Hopes are far from sky-high as Algeria gears up for Sunday’s opening clash between the Desert Foxes and Slovenia (Or is it Serbia? Croatia? Nobody seems to know).

"Une participation honorable, that’s what we’re after", says one local journalist: "But that’s the problem – that’s all we ever want: mediocrity. Give us our daily bread and fixed elections once every five years – that’s all we ever pray for".

Falah Benyoucef set out to disprove such cynicism by walking from Algiers to South Africa to watch Algeria’s first game, a journey of 8,000 miles.

It was only after trudging over the Atlas mountains, traversing the broad expanses of the Sahara desert and reaching Algeria’s southern border with Niger that Falah, now a national hero, inspected the visa in his passport: Maximum Stay in Niger – 24 Hours. Seven hundred miles in the space of a day was a feat too far even for Falah the Magnificent.

A few hundred wealthy Algerian supporters have made it to South Africa, flying from a special terminal that is normally reserved for pilgrims on their return from Mecca. On arriving the fans learned that "capitaine courage", Yazid Mansouri, has been dropped by manager Rabah Saadane, whose latest press conference ended with the hope that his team will make up for their individual weaknesses with collective desire.

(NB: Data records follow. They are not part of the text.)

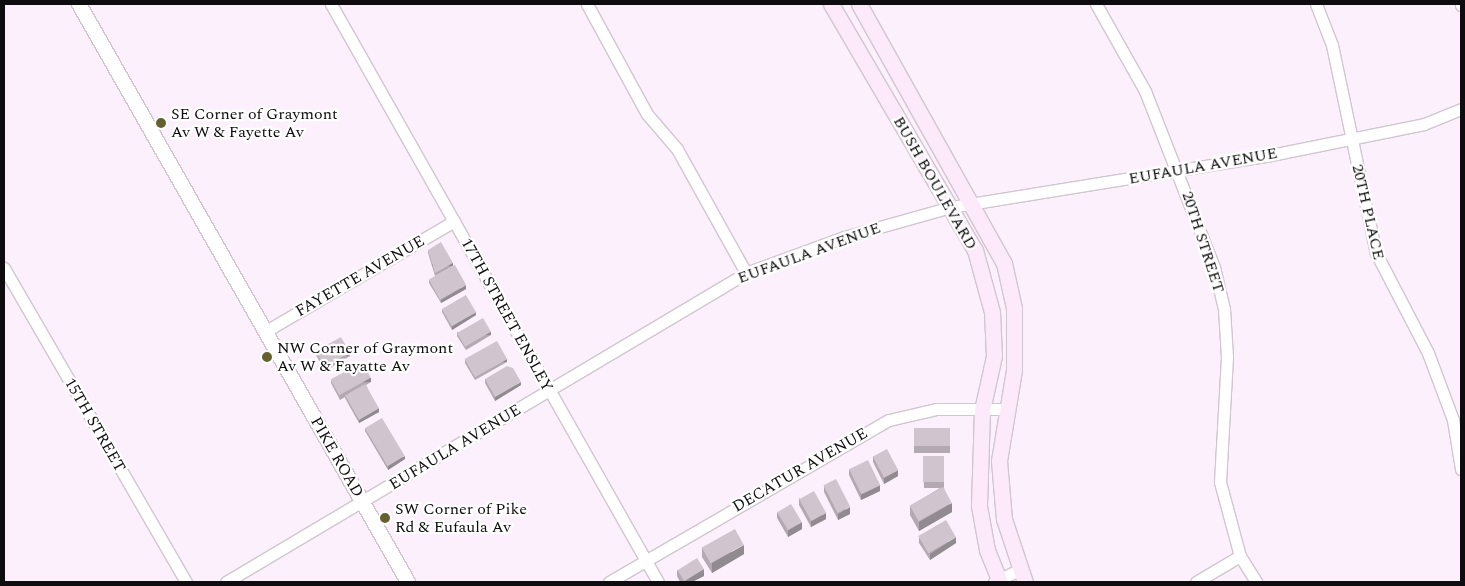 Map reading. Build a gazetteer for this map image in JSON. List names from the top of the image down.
{
  "streets": {
    "main road": ["BUSH BOULEVARD"],
    "street": [
      "EUFAULA AVENUE",
      "20TH PLACE",
      "20TH STREET",
      "FAYETTE AVENUE",
      "17TH STREET ENSLEY",
      "15TH STREET",
      "PIKE ROAD",
      "DECATUR AVENUE"
    ]
  },
  "crossings": [
    ["EUFAULA AVENUE", "BUSH BOULEVARD"],
    ["EUFAULA AVENUE", "20TH PLACE"],
    ["EUFAULA AVENUE", "20TH STREET"],
    ["EUFAULA AVENUE", "17TH STREET ENSLEY"],
    ["EUFAULA AVENUE", "PIKE ROAD"],
    ["BUSH BOULEVARD", "DECATUR AVENUE"],
    ["FAYETTE AVENUE", "17TH STREET ENSLEY"],
    ["FAYETTE AVENUE", "PIKE ROAD"],
    ["17TH STREET ENSLEY", "DECATUR AVENUE"]
  ],
  "places": ["SE Corner of Graymont Av W & Fayette Av", "NW Corner of Graymont Av W & Fayatte Av", "SW Corner of Pike Rd & Eufaula Av"]
} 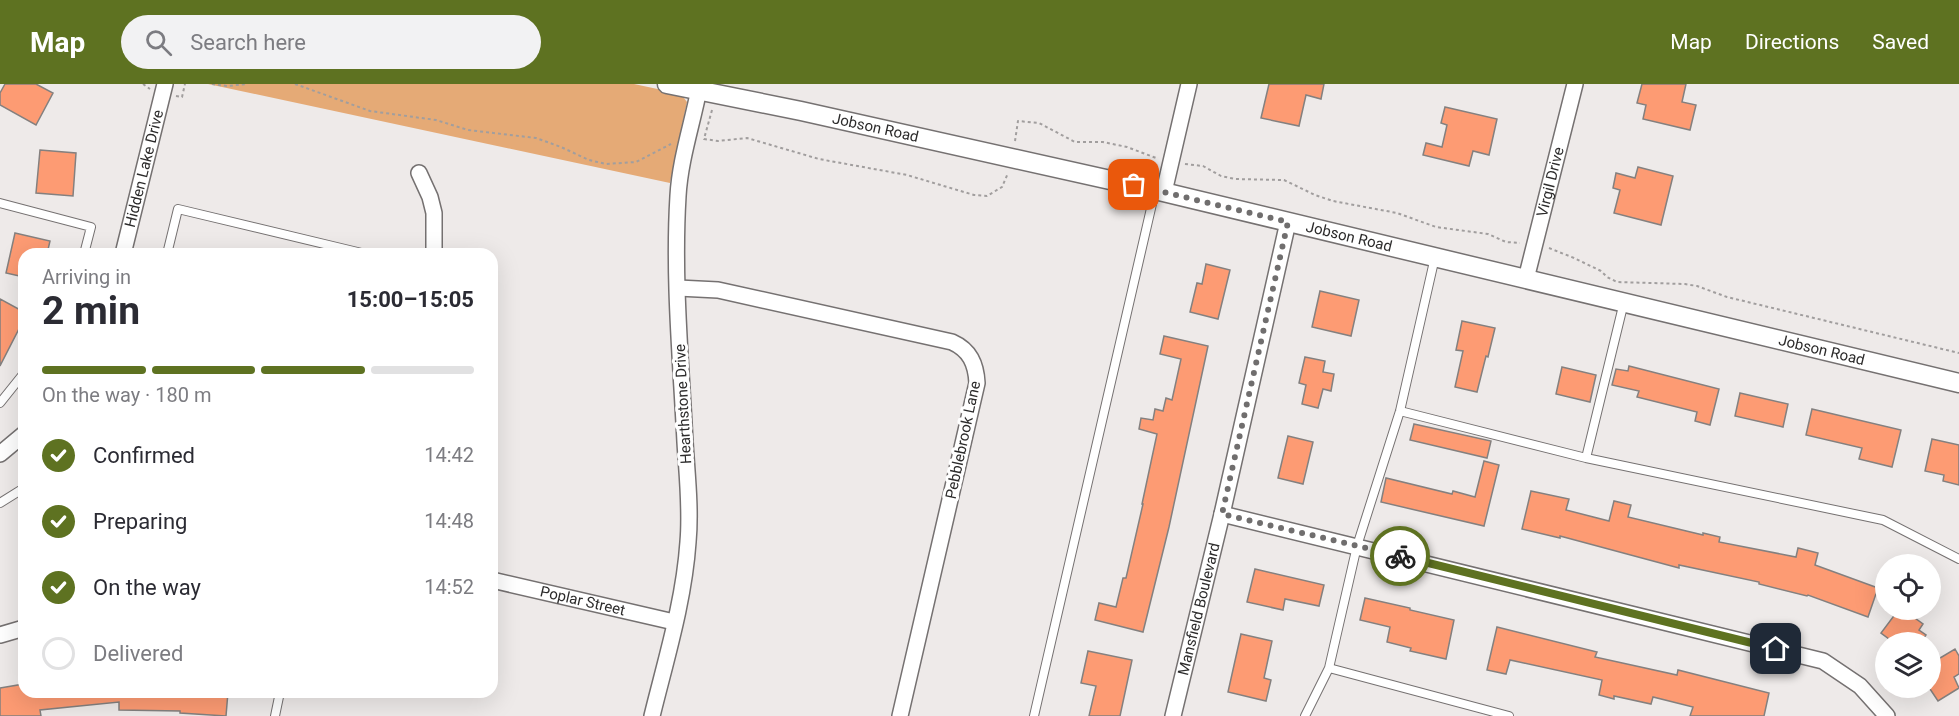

This esprit de corps is very much alive in the western city of Oran – or that’s what the president of the region’s electricity board is promising: "We will have an équipe of highly trained engineers on duty during all Algeria’s matches. There is no reason for the public to panic".

Why the worry?

Well, many Oranais are still confused as to what happened to Zidane in the 2006 final. There was a power cut just before the forehead of Algeria’s most famous son made contact with Materazzi and many locals have still not seen the pictures of one of sport’s most iconic moments. It couldn't happen again, could it? Well, in the southern city of Ouargla the thermometer is now touching 46° in the shade, the power has gone off, the back-up generator has failed, there's no air-conditioning, no running water... but "One, Two, Three - Viva l'Algérie!"


Dr David Winter

Wednesday, June 2, 2010

The principal objective is to not be ridiculous

Algerians like their flags large
This article, written by Culturissima's David Winter, was first published in the Racing and Football Outlook, June 2010

"The principal objective is to not be ridiculous"
Rabah Saadane, Algeria manager

The "Desert Foxes" are a team of largely French-born exiles - but never has an équipe of outsiders been loved with such pride and such passion. And, quaint though it may seem, only one thing matters to Algerian fans and players: being there. "What a privilege to be on the same pitch as England", says Foued Kadir, the Algerian midfielder who turns out for Valenciennes: "Lampard, Rooney, Gerrard – I watch them on tv and now I can’t believe I’ll be playing against them!"

There is little analysis in the Algerian press about the chances of Ziani, Bougherra and the boys in green but mention two subjects – the French coach and a coach in Cairo - and vooomph! the street cafés light up. According to a headline in Le Soir d’Algérie, "Domenech n’aime pas les Algériens".

The proof? He left Benzema and Nasri out of the French squad. And the Egyptians? During the combustible qualifier between the Rats and the Pharaohs last November, the Algerian team bus was stoned by a gang of locals. FIFA has just announced its "timides sanctions" against the Egyptian FA and the whole of Algiers is crying its favourite phrase: It’s a plot! It’s this fierce, often paranoid, closing of the ranks that could just leave "Mister Capello" looking faintly ridiculous on June 18.

Algeria at the World Cup

Win, lose or draw, there'll be war
This article - written by Culturissima's David Winter - was first published in When Saturday Comes May 30, 2010

What are the expectations for the team?
Low. It’s the taking part and the fact that Egypt won’t be there that counts. There is undiluted admiration for England, especially Wayne Rooney; the US are going to be a lot harder to beat than anyone thinks (largely due to their discipline and experience of World Cups) and no one remembers or much cares who the third team is. Even though there is not much hope, there is huge amounts of optimism. Over 40,000 national jerseys have been sold in France alone since qualification.

Is the coach popular?
Yes, he is. Rabah Saadane was even elected “Man of the Year” and, whatever happens, will largely remain so. For one, Algeria will never forget their defeat of Egypt (though they’re still awaiting with interest FIFA’s verdict on the stoning of the Algerian team bus in Cairo). Secondly, no matter how Algeria get knocked out, it will be the fault of the Egyptians, who apparently run FIFA.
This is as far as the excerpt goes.